Your goal >>
Please report how many lines below contain "this", writing nothing except the number.

Data items >>
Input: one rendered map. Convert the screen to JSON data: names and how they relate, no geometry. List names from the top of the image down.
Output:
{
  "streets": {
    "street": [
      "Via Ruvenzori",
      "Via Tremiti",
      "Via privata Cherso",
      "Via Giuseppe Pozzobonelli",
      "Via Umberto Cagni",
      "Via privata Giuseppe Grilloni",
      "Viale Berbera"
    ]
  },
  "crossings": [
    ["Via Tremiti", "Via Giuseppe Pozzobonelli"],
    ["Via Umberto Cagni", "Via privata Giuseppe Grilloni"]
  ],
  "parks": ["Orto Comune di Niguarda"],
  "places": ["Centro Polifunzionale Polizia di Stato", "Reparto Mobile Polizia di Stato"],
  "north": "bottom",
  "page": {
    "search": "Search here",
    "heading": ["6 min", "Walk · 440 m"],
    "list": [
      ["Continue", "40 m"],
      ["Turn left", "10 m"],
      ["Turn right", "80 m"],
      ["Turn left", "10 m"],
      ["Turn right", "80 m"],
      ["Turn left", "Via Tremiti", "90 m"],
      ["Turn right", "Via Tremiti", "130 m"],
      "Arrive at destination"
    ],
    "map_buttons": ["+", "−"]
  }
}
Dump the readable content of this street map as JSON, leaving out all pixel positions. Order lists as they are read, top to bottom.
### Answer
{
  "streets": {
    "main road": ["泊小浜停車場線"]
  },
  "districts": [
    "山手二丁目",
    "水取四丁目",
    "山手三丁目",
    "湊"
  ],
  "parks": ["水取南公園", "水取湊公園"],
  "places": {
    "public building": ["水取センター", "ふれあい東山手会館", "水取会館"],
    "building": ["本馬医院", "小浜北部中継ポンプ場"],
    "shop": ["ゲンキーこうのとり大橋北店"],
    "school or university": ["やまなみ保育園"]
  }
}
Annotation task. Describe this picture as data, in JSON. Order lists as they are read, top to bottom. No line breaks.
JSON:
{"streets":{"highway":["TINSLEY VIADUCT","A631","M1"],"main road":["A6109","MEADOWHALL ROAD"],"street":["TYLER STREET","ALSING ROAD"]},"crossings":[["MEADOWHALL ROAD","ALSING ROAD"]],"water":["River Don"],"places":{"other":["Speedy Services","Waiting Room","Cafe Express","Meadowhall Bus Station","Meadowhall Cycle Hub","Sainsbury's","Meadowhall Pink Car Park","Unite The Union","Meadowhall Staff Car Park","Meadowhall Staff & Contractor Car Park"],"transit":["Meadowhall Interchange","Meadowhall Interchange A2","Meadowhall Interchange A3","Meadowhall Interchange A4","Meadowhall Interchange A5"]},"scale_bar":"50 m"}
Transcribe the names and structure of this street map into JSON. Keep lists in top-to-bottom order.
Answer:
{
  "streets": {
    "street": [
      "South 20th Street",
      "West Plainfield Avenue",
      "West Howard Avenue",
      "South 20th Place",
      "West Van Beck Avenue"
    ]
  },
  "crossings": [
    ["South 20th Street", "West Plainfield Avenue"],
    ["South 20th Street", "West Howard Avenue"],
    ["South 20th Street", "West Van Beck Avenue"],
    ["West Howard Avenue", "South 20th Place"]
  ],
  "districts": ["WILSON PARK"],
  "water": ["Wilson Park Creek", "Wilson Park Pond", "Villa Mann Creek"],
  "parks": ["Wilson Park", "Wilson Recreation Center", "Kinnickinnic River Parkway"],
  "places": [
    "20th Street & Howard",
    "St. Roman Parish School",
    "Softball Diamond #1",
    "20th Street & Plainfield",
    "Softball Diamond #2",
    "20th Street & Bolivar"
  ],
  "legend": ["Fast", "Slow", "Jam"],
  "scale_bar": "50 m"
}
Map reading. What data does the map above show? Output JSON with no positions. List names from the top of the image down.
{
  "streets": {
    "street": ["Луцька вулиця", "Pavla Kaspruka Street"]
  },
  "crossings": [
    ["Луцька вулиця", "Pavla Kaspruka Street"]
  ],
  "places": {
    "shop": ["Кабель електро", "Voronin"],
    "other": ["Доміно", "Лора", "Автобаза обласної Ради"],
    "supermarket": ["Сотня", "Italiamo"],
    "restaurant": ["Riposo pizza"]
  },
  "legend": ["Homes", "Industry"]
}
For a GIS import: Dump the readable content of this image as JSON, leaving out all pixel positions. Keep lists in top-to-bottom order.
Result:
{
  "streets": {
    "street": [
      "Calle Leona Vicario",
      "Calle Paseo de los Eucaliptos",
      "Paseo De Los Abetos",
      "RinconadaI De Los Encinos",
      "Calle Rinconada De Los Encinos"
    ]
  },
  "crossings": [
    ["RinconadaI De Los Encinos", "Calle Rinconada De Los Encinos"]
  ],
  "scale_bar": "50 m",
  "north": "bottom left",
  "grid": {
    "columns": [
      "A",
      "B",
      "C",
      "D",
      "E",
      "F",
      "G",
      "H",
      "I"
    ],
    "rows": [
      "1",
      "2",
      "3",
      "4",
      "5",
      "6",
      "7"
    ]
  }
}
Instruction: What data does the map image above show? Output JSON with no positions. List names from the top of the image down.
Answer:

Exercise result >>
4